An AI git guardian that reviews every commit for free locally, then spends premium API tokens only where the diff actually demands them.

“The cheapest code review is the one that never reaches a paid API.”
Sending every diff to a frontier model for review is slow and expensive, and the bill scales linearly with how often you commit. But skipping review is worse: a leaked API key, an unguarded eval(), or a SQL injection sails straight into main. Most teams pick one failure mode or the other — either they pay on every push, or they trust the author and hope.
Git Sentry splits review into two cost layers. Layer 1 runs four local Ollama agents in parallel on every git add and git push — zero API cost, instant feedback at the keyboard. Layer 2 lives in GitHub Actions CI and calls Claude Sonnet only on the files Layer 1 flagged as complex (roughly 25% of a typical diff), so the expensive model touches a quarter of the code and skips the boilerplate.
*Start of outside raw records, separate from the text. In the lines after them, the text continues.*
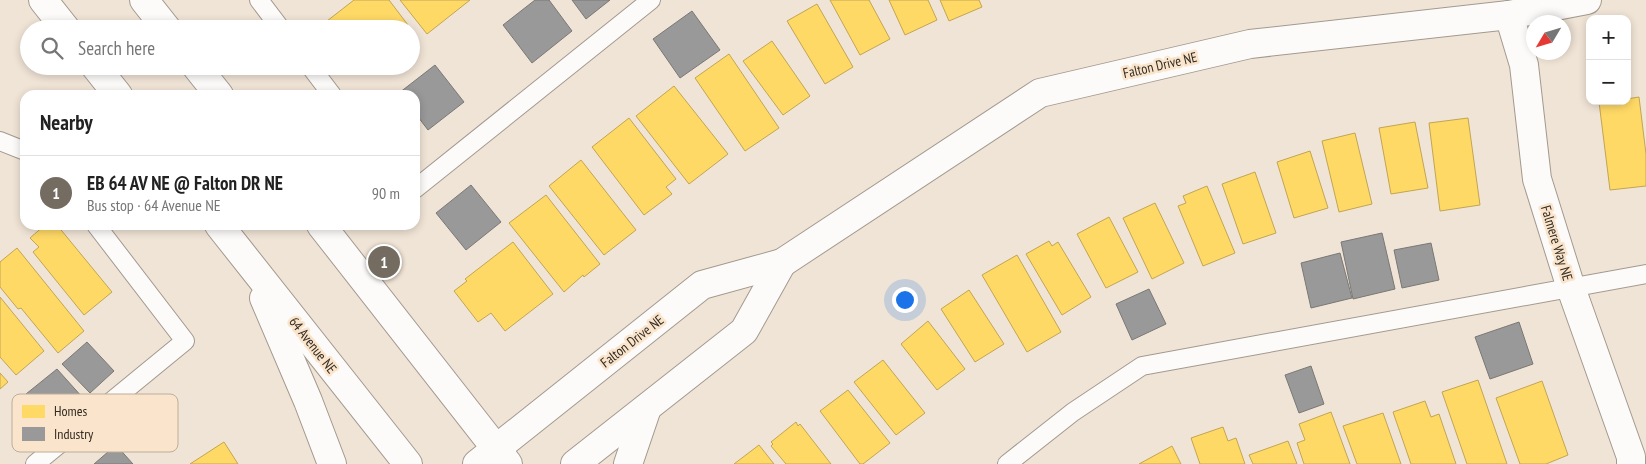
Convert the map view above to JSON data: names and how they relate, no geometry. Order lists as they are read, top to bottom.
{
  "streets": {
    "street": ["Falton Drive NE", "Falmere Way NE", "64 Avenue NE"]
  },
  "crossings": [
    ["Falton Drive NE", "Falmere Way NE"]
  ],
  "legend": ["Homes", "Industry"],
  "north": "bottom left",
  "page": {
    "map_buttons": ["+", "−"],
    "search": "Search here",
    "heading": "Nearby",
    "list": [
      {
        "mark": "1",
        "name": "EB 64 AV NE @ Falton DR NE",
        "note": "Bus stop · 64 Avenue NE",
        "value": "90 m"
      }
    ],
    "pins": "1"
  }
}
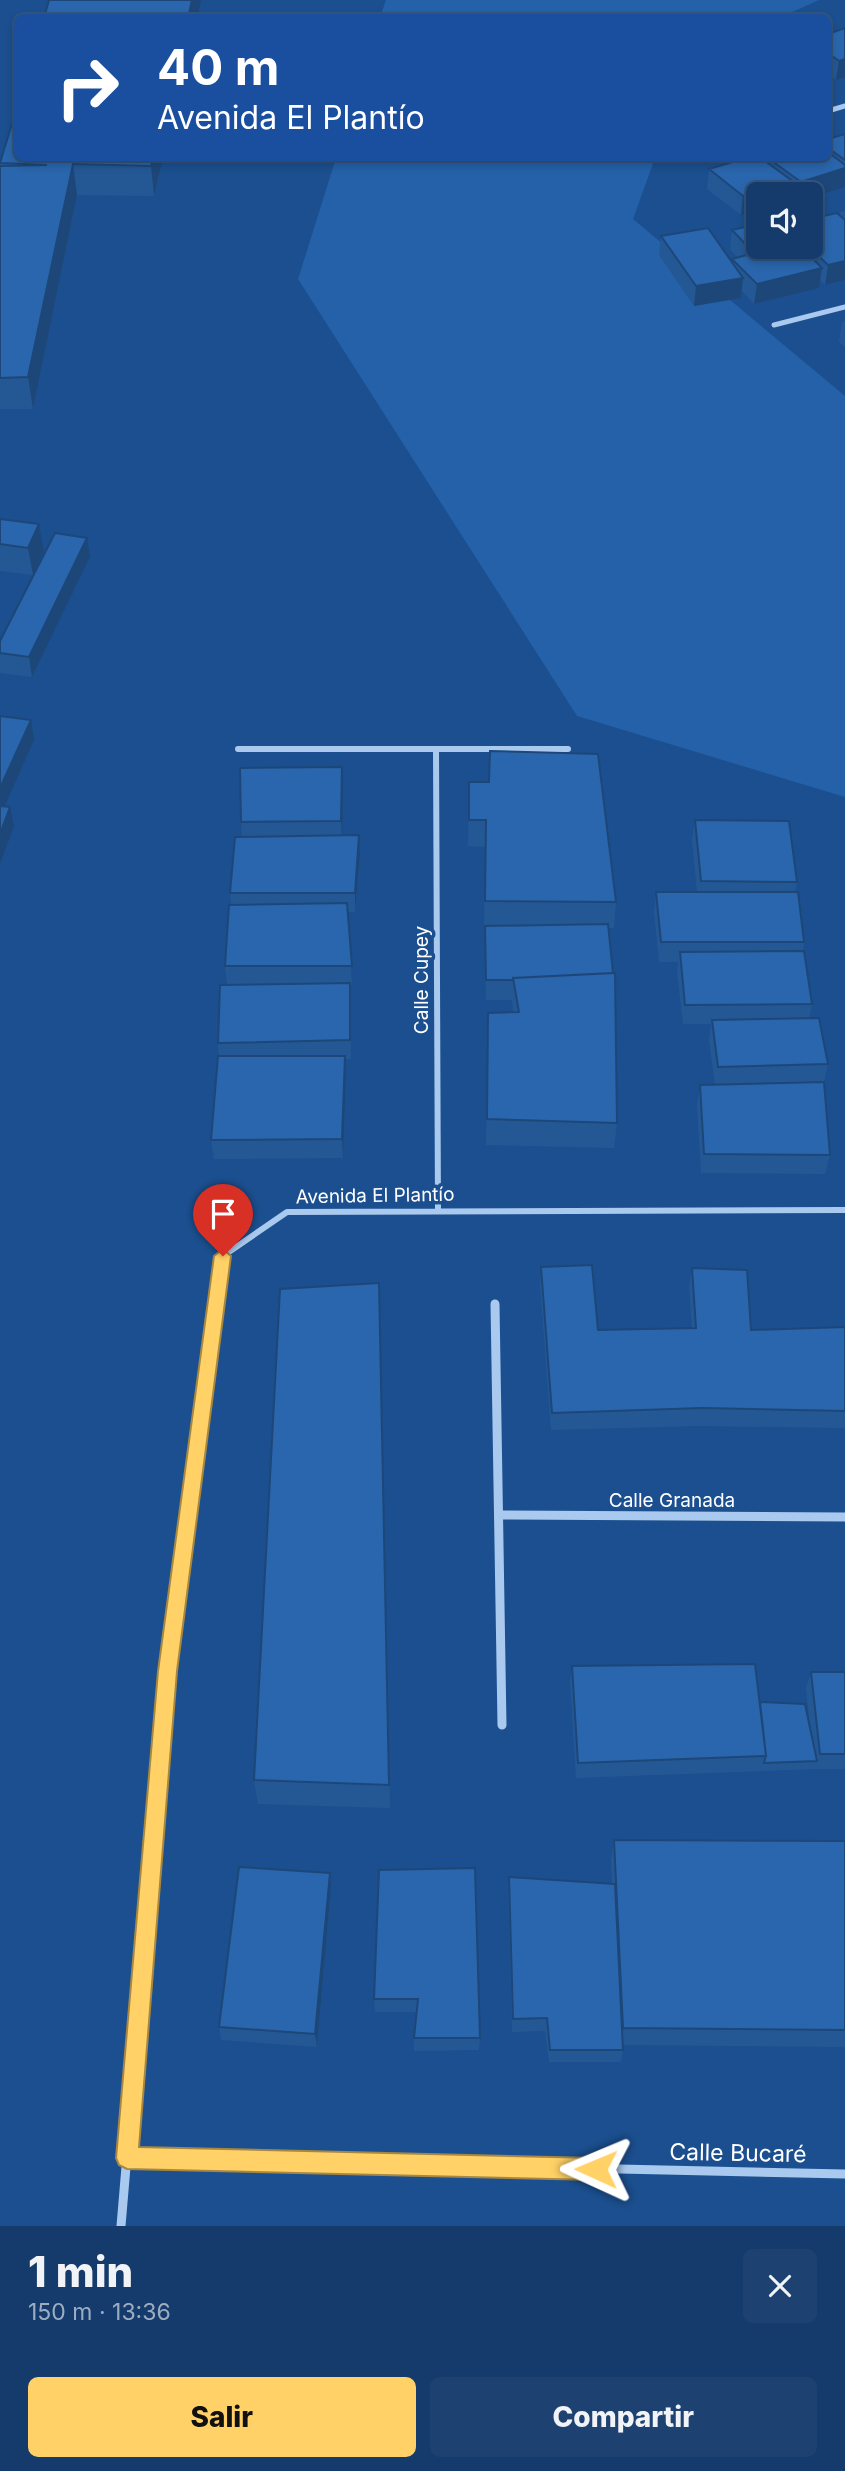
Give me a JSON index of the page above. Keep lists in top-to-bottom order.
{
  "streets": {
    "street": [
      "Calle Cupey",
      "Avenida El Plantío",
      "Calle Granada",
      "Calle Bucaré"
    ]
  },
  "crossings": [
    ["Calle Cupey", "Avenida El Plantío"],
    ["Avenida El Plantío", "Calle Bucaré"]
  ],
  "page": {
    "turn": ["40 m", "Avenida El Plantío"],
    "heading": ["1 min", "150 m · 13:36"],
    "buttons": ["Salir", "Compartir"]
  }
}
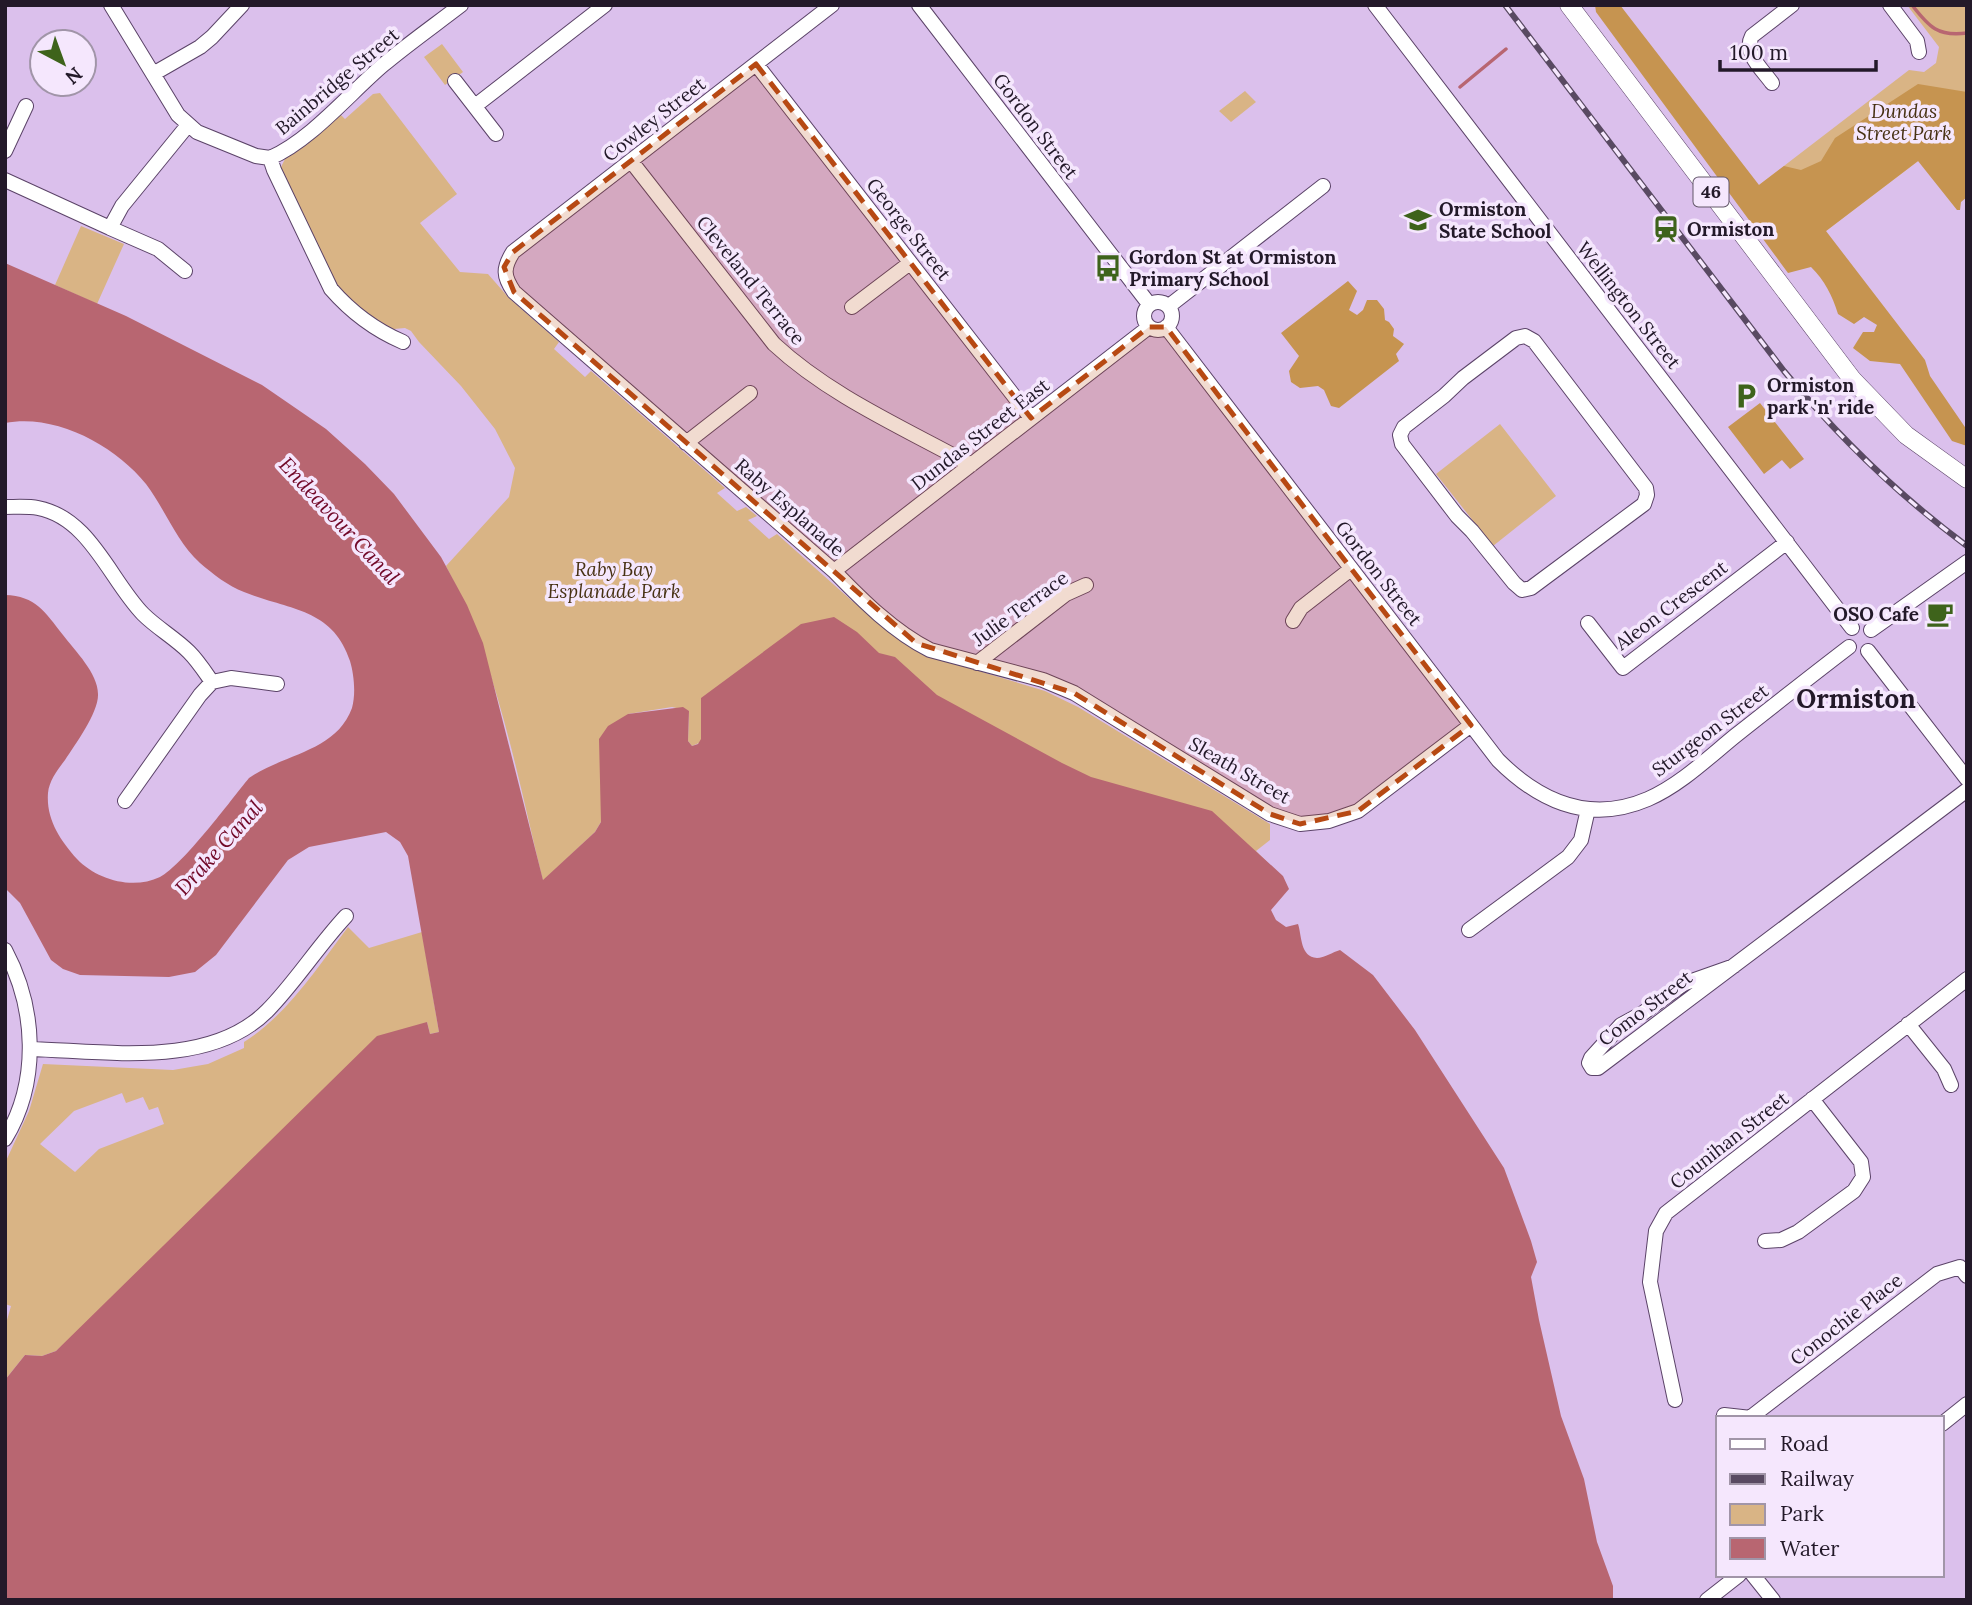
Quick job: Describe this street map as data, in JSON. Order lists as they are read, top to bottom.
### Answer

Treating model spend as an architectural decision instead of a config value changed the economics entirely: routing only complex files to the API cut review tokens by about 75% while the security bar went up, not down. The local pass also gives the dual-phase scanner a free first look — instant regex catches the obvious leaks before a single token is spent, and the LLM phase reserves its budget for the OWASP and auth reasoning that regex can't do.
The architecture behind the system.
Every git add and git push triggers four Ollama agents (qwen2.5-coder:14b) running in parallel — fully local, $0 in API cost, with feedback fast enough to live in the commit loop.
Layer 1 reviews everything for free locally; Layer 2 in GitHub Actions invokes Claude Sonnet only on files marked complex — about 25% of the diff — for a measured ~75% reduction in API tokens.
Phase 1 is instant regex for API keys, eval(), and SQL/command injection. Phase 2 is an LLM deep pass covering OWASP categories and authentication logic that pattern matching can't reason about.
Each finding subtracts from the score, producing a single legible health number per change instead of an unranked wall of warnings to triage by hand.
Any critical-severity finding blocks the push outright. The dangerous classes — leaked secrets, injection, broken auth — never reach the remote, no override by default.
Review results stream from SQLite over a WebSocket into a Next.js dashboard, so findings, scores, and blocked pushes surface in real time as the hooks and CI run.